The ZLoader botnet has been disrupted, after the U.S. Court for the Northern District of Georgia issued a court order that enabled Microsoft to take control of 65 domains the ZLoader threat actors were using to control, expand and communicate with its botnet.
The legal action was the result of a months-long investigation led by Microsoft’s Digital Crimes Unit in partnership with ESET, Black Lotus Labs, Palo Alto Networks, Health-ISAC and the Financial Services-ISAC.
ZLoader is operated by an organized crime gang that uses malware-as-a-service to steal and extort money.
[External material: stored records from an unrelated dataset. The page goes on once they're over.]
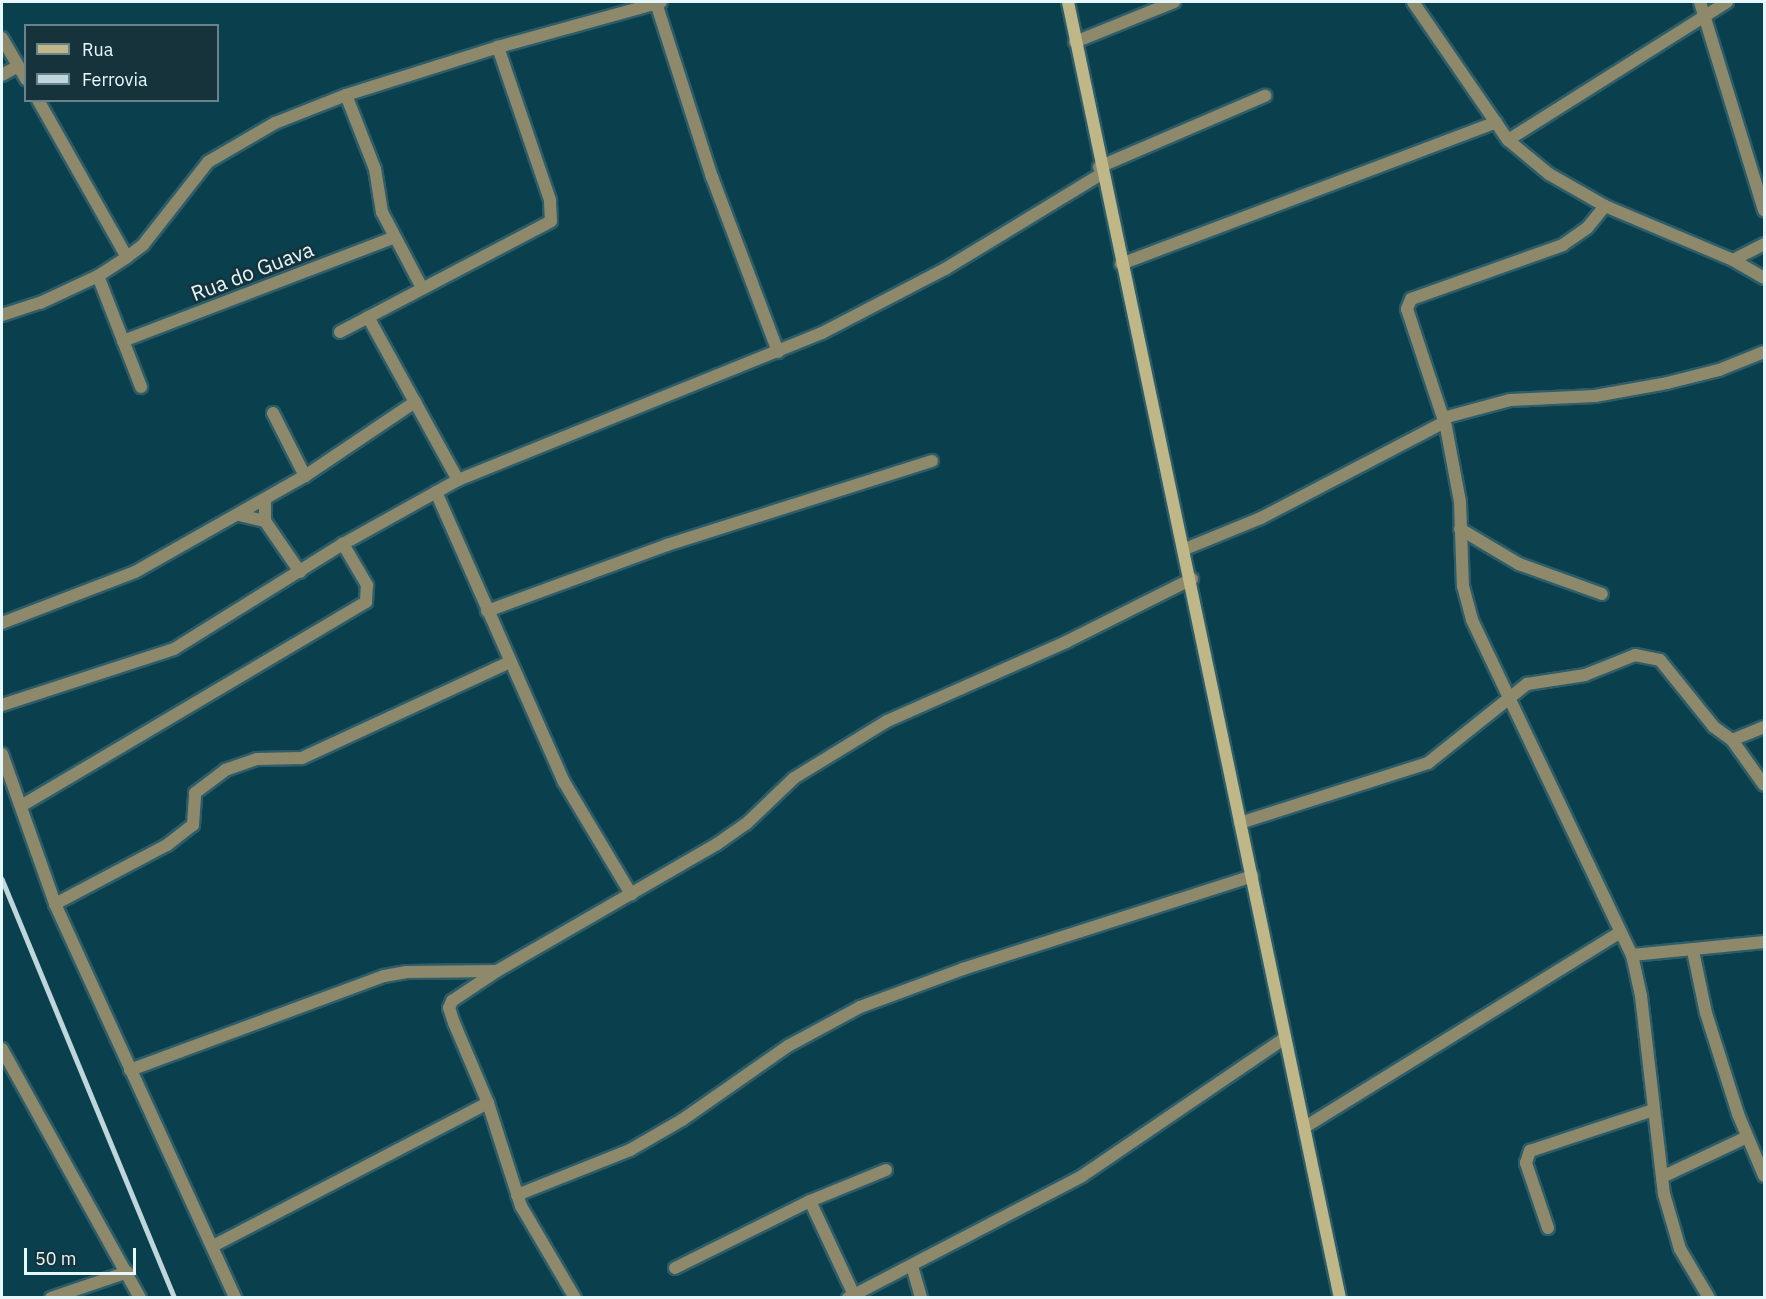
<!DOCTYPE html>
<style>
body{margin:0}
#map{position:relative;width:1766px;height:1299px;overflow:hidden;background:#0a3f4d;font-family:"IBM Plex Sans",sans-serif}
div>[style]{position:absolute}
.roads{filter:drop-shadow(2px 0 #2d5d69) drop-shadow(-2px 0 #2d5d69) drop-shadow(0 2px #2d5d69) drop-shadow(0 -2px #2d5d69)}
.street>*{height:12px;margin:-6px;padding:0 6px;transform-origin:6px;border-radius:6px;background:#8f896c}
.secondary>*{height:12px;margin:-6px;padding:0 6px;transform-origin:6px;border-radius:6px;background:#bfb787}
.rail>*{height:4.5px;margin:-2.25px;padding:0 2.25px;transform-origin:2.25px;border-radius:2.25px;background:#bfd6dd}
span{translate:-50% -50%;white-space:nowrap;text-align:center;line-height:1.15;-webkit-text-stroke:5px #16333b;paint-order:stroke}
.street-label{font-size:21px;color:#e7f8fd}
.frame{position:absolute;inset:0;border:3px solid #e7f8fd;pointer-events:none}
.legend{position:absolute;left:24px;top:24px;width:195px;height:78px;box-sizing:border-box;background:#16333b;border:2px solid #6a8289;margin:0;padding:8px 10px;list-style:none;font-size:18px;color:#e7f8fd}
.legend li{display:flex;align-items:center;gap:12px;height:30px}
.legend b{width:30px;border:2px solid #6a8289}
.scale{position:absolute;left:24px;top:1248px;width:112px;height:27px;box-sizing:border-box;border:3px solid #e7f8fd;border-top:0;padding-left:8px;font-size:18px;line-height:21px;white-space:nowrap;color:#e7f8fd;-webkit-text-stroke:4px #16333b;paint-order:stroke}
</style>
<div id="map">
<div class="roads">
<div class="street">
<div style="left:1413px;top:2px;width:168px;rotate:55.5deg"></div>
<div style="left:1508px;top:140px;width:53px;rotate:39.7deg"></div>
<div style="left:1549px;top:174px;width:64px;rotate:29.7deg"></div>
<div style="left:1605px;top:206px;width:139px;rotate:22.9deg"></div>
<div style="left:1733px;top:260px;width:35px;rotate:-27deg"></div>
<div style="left:1700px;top:2px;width:218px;rotate:72.9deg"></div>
<div style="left:656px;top:3px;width:183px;rotate:72.2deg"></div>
<div style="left:712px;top:177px;width:187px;rotate:69.3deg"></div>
<div style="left:2px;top:38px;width:48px;rotate:59.7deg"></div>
<div style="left:1075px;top:42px;width:107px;rotate:-22deg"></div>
<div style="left:2px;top:75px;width:18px;rotate:-29deg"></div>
<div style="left:346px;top:95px;width:79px;rotate:68.6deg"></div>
<div style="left:375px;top:169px;width:44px;rotate:80.8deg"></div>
<div style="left:382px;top:212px;width:86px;rotate:62.2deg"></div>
<div style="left:38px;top:100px;width:180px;rotate:60.5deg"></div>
<div style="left:1508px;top:140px;width:259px;rotate:-32.2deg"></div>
<div style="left:1099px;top:167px;width:181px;rotate:-23.2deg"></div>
<div style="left:1605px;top:206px;width:28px;rotate:129deg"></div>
<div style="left:1587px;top:228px;width:29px;rotate:145deg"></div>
<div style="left:1563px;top:245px;width:161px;rotate:160.4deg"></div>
<div style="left:1411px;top:299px;width:11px;rotate:112deg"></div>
<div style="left:1407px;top:309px;width:124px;rotate:71.7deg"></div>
<div style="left:1446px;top:427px;width:76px;rotate:79.4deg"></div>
<div style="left:1460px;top:502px;width:84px;rotate:88deg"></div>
<div style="left:1463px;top:586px;width:35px;rotate:75deg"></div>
<div style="left:1472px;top:620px;width:371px;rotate:64.5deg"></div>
<div style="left:1632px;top:955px;width:42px;rotate:77.6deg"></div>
<div style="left:1641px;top:996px;width:199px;rotate:83.4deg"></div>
<div style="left:1664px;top:1194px;width:57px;rotate:73.8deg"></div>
<div style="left:1680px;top:1249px;width:57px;rotate:59.4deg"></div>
<div style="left:1733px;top:260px;width:36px;rotate:30deg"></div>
<div style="left:1121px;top:264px;width:401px;rotate:-20.7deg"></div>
<div style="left:98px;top:276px;width:119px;rotate:68.8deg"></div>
<div style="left:2px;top:315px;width:40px;rotate:-18deg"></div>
<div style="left:40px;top:303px;width:64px;rotate:-25deg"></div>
<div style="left:98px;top:276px;width:35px;rotate:-33deg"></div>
<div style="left:127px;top:257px;width:20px;rotate:-37deg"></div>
<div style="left:143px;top:245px;width:105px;rotate:-51.9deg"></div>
<div style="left:208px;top:162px;width:78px;rotate:-30.2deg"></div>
<div style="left:275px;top:123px;width:76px;rotate:-21.5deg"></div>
<div style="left:346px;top:95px;width:159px;rotate:-17.5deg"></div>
<div style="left:498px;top:47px;width:169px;rotate:-15.4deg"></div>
<div style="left:368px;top:317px;width:186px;rotate:61.1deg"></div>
<div style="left:340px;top:332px;width:238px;rotate:-27.7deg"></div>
<div style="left:551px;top:221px;width:21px;rotate:-93deg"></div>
<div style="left:550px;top:200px;width:162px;rotate:-108.8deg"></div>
<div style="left:123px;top:341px;width:291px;rotate:-20.9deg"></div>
<div style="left:273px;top:413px;width:71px;rotate:63.1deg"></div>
<div style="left:1443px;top:418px;width:69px;rotate:-15deg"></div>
<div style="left:1510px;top:400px;width:85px;rotate:-2.7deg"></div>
<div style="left:1595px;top:396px;width:73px;rotate:-10.2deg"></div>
<div style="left:1667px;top:383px;width:54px;rotate:-14deg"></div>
<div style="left:1719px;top:370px;width:48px;rotate:-21.8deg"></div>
<div style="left:436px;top:492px;width:317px;rotate:66.2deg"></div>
<div style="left:564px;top:782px;width:131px;rotate:59.1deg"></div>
<div style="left:265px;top:499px;width:22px;rotate:90deg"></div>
<div style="left:265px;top:521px;width:62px;rotate:55.5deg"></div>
<div style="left:239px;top:515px;width:27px;rotate:13deg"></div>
<div style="left:1460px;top:529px;width:69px;rotate:30.7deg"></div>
<div style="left:1519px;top:564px;width:88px;rotate:19.9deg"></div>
<div style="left:1185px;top:549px;width:82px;rotate:-22.2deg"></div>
<div style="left:1261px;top:518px;width:208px;rotate:-27.6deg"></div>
<div style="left:487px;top:611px;width:192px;rotate:-20.1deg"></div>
<div style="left:667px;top:545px;width:278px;rotate:-17.6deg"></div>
<div style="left:2px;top:623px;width:142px;rotate:-21deg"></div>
<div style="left:135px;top:572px;width:195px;rotate:-29.5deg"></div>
<div style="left:305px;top:476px;width:133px;rotate:-33.9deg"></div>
<div style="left:2px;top:705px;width:181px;rotate:-18deg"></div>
<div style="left:174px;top:649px;width:199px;rotate:-31.9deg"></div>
<div style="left:343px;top:544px;width:132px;rotate:-29.1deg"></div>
<div style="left:458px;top:480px;width:393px;rotate:-22deg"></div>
<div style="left:822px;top:333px;width:139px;rotate:-27.5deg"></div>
<div style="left:945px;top:269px;width:183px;rotate:-31.3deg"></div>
<div style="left:1732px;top:740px;width:35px;rotate:-22deg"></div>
<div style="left:2px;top:754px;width:159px;rotate:70.5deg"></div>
<div style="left:55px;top:904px;width:433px;rotate:65.4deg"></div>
<div style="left:21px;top:806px;width:401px;rotate:-30.6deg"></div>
<div style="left:366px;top:602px;width:17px;rotate:-87deg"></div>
<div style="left:367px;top:585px;width:48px;rotate:-120.3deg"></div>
<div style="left:1240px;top:823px;width:197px;rotate:-17.7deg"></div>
<div style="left:1428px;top:763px;width:127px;rotate:-38.6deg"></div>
<div style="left:1527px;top:684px;width:59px;rotate:-8.8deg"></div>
<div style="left:1585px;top:675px;width:54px;rotate:-21.8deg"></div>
<div style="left:1635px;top:655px;width:25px;rotate:11deg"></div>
<div style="left:1660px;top:660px;width:86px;rotate:51.1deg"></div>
<div style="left:1714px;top:727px;width:22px;rotate:36deg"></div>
<div style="left:1732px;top:740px;width:55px;rotate:54.6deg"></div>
<div style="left:55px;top:904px;width:127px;rotate:-27.8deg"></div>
<div style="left:167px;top:845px;width:33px;rotate:-38deg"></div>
<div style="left:193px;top:825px;width:32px;rotate:-86deg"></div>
<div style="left:195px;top:793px;width:38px;rotate:-37deg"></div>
<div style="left:225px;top:770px;width:34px;rotate:-19deg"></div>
<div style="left:257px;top:759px;width:45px;rotate:-1.3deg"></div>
<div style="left:302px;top:758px;width:229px;rotate:-24.8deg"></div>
<div style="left:1693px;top:951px;width:63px;rotate:78.2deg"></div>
<div style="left:1706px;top:1013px;width:106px;rotate:72.4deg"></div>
<div style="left:1738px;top:1114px;width:67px;rotate:67.2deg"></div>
<div style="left:1632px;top:955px;width:133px;rotate:-5.6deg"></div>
<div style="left:2px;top:1049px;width:285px;rotate:61deg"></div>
<div style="left:130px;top:1070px;width:271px;rotate:-20.3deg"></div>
<div style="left:384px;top:976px;width:23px;rotate:-10deg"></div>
<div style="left:407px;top:972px;width:89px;rotate:-0.6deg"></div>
<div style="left:1305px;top:1127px;width:369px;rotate:-31.7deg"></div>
<div style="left:1662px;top:1177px;width:94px;rotate:-25.2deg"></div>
<div style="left:517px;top:1195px;width:122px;rotate:-21.7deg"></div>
<div style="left:630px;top:1150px;width:60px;rotate:-30deg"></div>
<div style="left:682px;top:1120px;width:129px;rotate:-34.9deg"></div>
<div style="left:788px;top:1046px;width:82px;rotate:-28.4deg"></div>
<div style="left:860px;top:1007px;width:110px;rotate:-20.3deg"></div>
<div style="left:963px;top:969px;width:304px;rotate:-17.8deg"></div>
<div style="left:810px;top:1201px;width:104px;rotate:64.9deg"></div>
<div style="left:1548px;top:1228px;width:69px;rotate:-108.7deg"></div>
<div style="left:1526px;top:1163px;width:13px;rotate:-72deg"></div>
<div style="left:1530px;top:1151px;width:130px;rotate:-18.4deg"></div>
<div style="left:213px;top:1246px;width:310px;rotate:-27.5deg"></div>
<div style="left:912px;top:1266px;width:33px;rotate:74deg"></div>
<div style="left:675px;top:1268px;width:151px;rotate:-26.4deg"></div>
<div style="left:810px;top:1201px;width:82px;rotate:-22.2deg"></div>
<div style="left:51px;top:1298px;width:81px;rotate:-18.7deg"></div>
<div style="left:575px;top:1298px;width:107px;rotate:-120.4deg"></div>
<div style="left:521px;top:1206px;width:108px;rotate:-107.8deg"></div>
<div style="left:488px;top:1103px;width:87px;rotate:-113deg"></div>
<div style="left:454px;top:1023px;width:16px;rotate:-108deg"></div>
<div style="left:449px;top:1008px;width:8px;rotate:-67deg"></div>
<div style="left:452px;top:1001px;width:54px;rotate:-33.7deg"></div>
<div style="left:497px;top:971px;width:254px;rotate:-30deg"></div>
<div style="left:717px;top:844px;width:35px;rotate:-35deg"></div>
<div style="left:746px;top:824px;width:66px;rotate:-43.8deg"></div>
<div style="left:794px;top:778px;width:109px;rotate:-31.5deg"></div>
<div style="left:887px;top:721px;width:196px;rotate:-23.8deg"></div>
<div style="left:1066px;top:642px;width:141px;rotate:-26.6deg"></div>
<div style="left:848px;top:1298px;width:264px;rotate:-27.5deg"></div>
<div style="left:1082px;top:1176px;width:245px;rotate:-34.2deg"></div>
</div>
<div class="secondary">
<div style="left:1068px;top:2px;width:1324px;rotate:78.15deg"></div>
</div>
</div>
<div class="rail">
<div style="left:2px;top:879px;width:453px;rotate:67.6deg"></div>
</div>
<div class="street-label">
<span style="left:252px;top:271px;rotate:-21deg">Rua do Guava</span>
</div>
<div class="frame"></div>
<ul class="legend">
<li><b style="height:8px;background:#bfb787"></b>Rua</li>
<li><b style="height:8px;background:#bfd6dd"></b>Ferrovia</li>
</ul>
<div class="scale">50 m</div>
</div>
The botnet is comprised of malware-infected devices belonging to global hospitals, schools, businesses and homes.
The hackers used the infected devices for further nefarious activities, including the distribution of more malware, ransomware and banking trojans, which resulted in the theft of millions of dollars from victims. It also contains a domain generation algorithm within the malware, which “creates domains as a ‘fallback’ backup communication channel for the botnet.”
While the initial goal was financial, data and credential theft, “Zloader also included a component that disabled popular security and antivirus software, thereby preventing victims from detecting the ZLoader infection.” The group later offered the infrastructure as a malware-as a-service platform to distribute ransomware, like Ryuk.
Ryuk notoriously targeted the healthcare sector with ransomware in 2019 and 2020. The actors were behind an onslaught of attacks that sent a dozen providers into downtime procedures for weeks at a time. The Ryuk attack on Universal Health Services in 2020 impacted 400 of its care sites across the U.S. and cost more than $67 million in recovery costs and lost revenue.
With its legal action, the domains are now directed to a Microsoft sinkhole and can no longer be leveraged by the ZLoader operators. The court order also allows Microsoft to take over an additional 319 registered DGA domains. The company is working with domain registry VeriSign to stop additional DGA registrations in the future.
“Our disruption is intended to disable ZLoader’s infrastructure and make it more difficult for this organized criminal gang,” said Amy Hogan-Burney, general manager of Microsoft’s Digital Crimes Unit in the announcement. “As always, we’re ready to take additional legal and technical action to address Zloader and other botnets.”
While it is expected that the threat actors will attempt to restore Zloader’s operations, Microsoft and partners are tracking and monitoring their activities. The groups are also working with ISPs to both identify and remediate victims.
The investigation into ZLoader also identified one of the perpetrators behind a component used by the botnet to distribute ransomware, Denis Malikov from Simferopol on the Crimean Peninsula. Microsoft made it a point to name the attacker “to make clear that cybercriminals will not be allowed to hide behind the anonymity of the internet to commit their crimes.”
The collaborative effort bolsters the Health-ISAC's continued effort to break down silos between private and public sectors and should serve as a reminder of the importance of threat sharing and intelligence-led security.